DATA:
-----

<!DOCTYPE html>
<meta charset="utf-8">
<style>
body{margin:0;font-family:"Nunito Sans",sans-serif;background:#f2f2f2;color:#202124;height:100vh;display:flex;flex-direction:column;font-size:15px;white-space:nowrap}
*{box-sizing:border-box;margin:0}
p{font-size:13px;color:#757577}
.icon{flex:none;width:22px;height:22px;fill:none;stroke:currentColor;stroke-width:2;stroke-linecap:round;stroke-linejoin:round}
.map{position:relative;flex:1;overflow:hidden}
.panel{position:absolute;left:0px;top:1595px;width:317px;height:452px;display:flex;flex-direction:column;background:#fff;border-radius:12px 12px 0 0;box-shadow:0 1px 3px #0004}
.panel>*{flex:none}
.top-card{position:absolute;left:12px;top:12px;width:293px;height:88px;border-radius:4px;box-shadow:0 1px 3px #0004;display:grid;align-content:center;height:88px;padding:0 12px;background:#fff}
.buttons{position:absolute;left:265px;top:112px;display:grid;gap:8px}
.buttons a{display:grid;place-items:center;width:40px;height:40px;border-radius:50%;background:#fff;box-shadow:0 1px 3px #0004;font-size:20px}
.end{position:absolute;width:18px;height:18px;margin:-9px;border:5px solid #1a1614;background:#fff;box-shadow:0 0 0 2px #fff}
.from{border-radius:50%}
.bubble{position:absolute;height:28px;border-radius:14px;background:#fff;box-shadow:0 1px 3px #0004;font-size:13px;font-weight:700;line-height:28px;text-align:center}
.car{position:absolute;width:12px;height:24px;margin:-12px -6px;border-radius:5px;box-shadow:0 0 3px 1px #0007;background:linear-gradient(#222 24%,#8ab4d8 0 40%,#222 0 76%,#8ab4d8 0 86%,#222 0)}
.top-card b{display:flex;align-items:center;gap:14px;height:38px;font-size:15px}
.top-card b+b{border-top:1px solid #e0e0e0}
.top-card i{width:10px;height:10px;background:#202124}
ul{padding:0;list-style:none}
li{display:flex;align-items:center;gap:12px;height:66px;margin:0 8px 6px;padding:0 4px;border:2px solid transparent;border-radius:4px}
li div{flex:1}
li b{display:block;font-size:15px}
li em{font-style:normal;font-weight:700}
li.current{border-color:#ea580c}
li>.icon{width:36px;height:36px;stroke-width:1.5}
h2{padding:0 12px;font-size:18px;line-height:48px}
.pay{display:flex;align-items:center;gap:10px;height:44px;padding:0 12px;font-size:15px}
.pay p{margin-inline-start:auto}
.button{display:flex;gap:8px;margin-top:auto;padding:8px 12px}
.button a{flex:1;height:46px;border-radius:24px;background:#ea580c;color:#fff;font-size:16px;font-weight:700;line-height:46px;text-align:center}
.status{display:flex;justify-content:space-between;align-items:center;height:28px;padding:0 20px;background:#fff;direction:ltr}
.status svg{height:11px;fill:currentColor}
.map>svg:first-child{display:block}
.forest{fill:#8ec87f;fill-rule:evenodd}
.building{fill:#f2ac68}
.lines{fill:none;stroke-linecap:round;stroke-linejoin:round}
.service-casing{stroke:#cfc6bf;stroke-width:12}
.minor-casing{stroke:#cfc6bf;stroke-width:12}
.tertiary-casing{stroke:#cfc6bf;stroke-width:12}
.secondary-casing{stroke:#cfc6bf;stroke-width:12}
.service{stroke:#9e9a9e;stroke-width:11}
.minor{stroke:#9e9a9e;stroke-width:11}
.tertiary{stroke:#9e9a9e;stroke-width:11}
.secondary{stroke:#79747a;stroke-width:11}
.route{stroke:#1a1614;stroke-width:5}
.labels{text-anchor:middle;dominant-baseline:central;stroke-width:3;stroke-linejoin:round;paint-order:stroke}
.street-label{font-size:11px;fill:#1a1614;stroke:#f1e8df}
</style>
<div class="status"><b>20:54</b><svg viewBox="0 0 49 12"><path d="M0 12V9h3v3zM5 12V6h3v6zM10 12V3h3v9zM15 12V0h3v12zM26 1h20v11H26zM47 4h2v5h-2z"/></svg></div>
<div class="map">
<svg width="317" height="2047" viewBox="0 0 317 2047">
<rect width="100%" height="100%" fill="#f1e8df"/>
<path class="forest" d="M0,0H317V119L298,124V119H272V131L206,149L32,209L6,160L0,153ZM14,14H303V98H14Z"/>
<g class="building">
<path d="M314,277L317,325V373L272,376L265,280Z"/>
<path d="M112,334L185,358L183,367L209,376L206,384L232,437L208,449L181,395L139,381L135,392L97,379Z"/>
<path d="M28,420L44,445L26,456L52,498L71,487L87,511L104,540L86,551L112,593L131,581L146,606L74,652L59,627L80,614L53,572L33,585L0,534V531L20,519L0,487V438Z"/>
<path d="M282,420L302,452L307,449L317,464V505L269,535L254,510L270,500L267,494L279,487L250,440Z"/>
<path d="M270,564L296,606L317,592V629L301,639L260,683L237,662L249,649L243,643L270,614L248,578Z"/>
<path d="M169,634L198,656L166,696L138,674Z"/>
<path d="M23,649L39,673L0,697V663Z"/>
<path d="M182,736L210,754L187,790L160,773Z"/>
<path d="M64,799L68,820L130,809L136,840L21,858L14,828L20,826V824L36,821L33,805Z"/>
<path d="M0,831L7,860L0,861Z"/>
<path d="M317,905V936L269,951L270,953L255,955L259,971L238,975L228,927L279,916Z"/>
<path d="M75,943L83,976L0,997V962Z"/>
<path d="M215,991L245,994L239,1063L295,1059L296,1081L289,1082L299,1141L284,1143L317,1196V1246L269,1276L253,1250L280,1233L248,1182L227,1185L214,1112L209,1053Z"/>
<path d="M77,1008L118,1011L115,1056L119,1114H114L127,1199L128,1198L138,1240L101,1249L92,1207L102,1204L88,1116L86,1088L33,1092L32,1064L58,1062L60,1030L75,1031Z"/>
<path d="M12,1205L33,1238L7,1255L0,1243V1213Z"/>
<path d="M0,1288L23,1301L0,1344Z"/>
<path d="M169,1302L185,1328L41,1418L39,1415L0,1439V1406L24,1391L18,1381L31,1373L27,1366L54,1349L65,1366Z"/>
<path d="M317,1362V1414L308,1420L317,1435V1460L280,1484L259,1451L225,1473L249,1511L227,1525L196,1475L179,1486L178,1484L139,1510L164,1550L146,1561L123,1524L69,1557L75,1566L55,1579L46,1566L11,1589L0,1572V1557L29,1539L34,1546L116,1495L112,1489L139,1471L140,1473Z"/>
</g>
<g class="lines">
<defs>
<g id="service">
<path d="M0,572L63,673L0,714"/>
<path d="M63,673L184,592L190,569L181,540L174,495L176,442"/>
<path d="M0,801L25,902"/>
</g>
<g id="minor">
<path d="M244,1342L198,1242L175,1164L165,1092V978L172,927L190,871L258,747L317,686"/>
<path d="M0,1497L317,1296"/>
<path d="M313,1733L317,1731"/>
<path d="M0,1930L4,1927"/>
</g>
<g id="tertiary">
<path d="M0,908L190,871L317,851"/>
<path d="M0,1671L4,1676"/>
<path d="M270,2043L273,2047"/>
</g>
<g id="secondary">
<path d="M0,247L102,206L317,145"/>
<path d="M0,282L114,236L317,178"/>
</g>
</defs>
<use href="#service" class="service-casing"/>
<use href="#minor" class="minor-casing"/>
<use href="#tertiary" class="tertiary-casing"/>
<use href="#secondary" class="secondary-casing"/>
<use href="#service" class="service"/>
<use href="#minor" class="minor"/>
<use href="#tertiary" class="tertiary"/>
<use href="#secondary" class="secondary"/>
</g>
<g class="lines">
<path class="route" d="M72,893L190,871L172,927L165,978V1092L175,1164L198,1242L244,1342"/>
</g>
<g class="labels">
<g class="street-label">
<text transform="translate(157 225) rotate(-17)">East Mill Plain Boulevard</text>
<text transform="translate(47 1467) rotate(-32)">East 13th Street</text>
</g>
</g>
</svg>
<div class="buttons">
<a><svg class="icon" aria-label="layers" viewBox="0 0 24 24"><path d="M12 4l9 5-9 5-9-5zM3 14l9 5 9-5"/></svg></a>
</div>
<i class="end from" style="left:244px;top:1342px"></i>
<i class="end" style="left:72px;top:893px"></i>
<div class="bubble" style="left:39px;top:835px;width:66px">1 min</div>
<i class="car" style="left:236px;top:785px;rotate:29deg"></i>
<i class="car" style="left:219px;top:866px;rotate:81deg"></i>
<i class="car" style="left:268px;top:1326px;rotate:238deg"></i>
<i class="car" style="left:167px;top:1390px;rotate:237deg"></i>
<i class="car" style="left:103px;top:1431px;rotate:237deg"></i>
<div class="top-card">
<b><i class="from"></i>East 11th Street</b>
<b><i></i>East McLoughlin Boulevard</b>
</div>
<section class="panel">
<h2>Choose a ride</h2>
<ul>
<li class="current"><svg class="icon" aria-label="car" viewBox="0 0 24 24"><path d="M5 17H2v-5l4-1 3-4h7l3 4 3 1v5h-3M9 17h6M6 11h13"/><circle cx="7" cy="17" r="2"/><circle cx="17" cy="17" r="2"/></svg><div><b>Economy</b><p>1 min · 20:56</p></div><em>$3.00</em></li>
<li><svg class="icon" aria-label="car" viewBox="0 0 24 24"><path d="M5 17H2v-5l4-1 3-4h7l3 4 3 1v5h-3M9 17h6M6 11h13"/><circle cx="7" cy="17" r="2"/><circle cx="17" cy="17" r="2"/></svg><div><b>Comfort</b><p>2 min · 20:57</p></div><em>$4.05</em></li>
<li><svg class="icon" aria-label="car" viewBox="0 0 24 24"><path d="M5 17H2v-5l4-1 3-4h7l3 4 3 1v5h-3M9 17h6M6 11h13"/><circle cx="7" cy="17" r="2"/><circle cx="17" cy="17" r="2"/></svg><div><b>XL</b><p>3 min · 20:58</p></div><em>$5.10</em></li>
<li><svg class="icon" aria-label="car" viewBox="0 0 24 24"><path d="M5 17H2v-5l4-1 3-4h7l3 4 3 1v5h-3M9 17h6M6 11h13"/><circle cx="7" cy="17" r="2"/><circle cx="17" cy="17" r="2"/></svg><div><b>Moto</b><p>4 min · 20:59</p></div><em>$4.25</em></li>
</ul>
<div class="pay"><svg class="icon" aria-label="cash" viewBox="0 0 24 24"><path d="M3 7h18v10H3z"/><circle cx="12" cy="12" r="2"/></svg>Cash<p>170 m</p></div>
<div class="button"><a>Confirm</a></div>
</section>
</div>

-----

WORK TO BE COMPLETED: Exactly as written, repeat the lines from the start of the listing through the line containing "solid #1a1614;background:#fff;box-shadow:0 0", both included.

RESPONSE BOX:
<!DOCTYPE html>
<meta charset="utf-8">
<style>
body{margin:0;font-family:"Nunito Sans",sans-serif;background:#f2f2f2;color:#202124;height:100vh;display:flex;flex-direction:column;font-size:15px;white-space:nowrap}
*{box-sizing:border-box;margin:0}
p{font-size:13px;color:#757577}
.icon{flex:none;width:22px;height:22px;fill:none;stroke:currentColor;stroke-width:2;stroke-linecap:round;stroke-linejoin:round}
.map{position:relative;flex:1;overflow:hidden}
.panel{position:absolute;left:0px;top:1595px;width:317px;height:452px;display:flex;flex-direction:column;background:#fff;border-radius:12px 12px 0 0;box-shadow:0 1px 3px #0004}
.panel>*{flex:none}
.top-card{position:absolute;left:12px;top:12px;width:293px;height:88px;border-radius:4px;box-shadow:0 1px 3px #0004;display:grid;align-content:center;height:88px;padding:0 12px;background:#fff}
.buttons{position:absolute;left:265px;top:112px;display:grid;gap:8px}
.buttons a{display:grid;place-items:center;width:40px;height:40px;border-radius:50%;background:#fff;box-shadow:0 1px 3px #0004;font-size:20px}
.end{position:absolute;width:18px;height:18px;margin:-9px;border:5px solid #1a1614;background:#fff;box-shadow:0 0 0 2px #fff}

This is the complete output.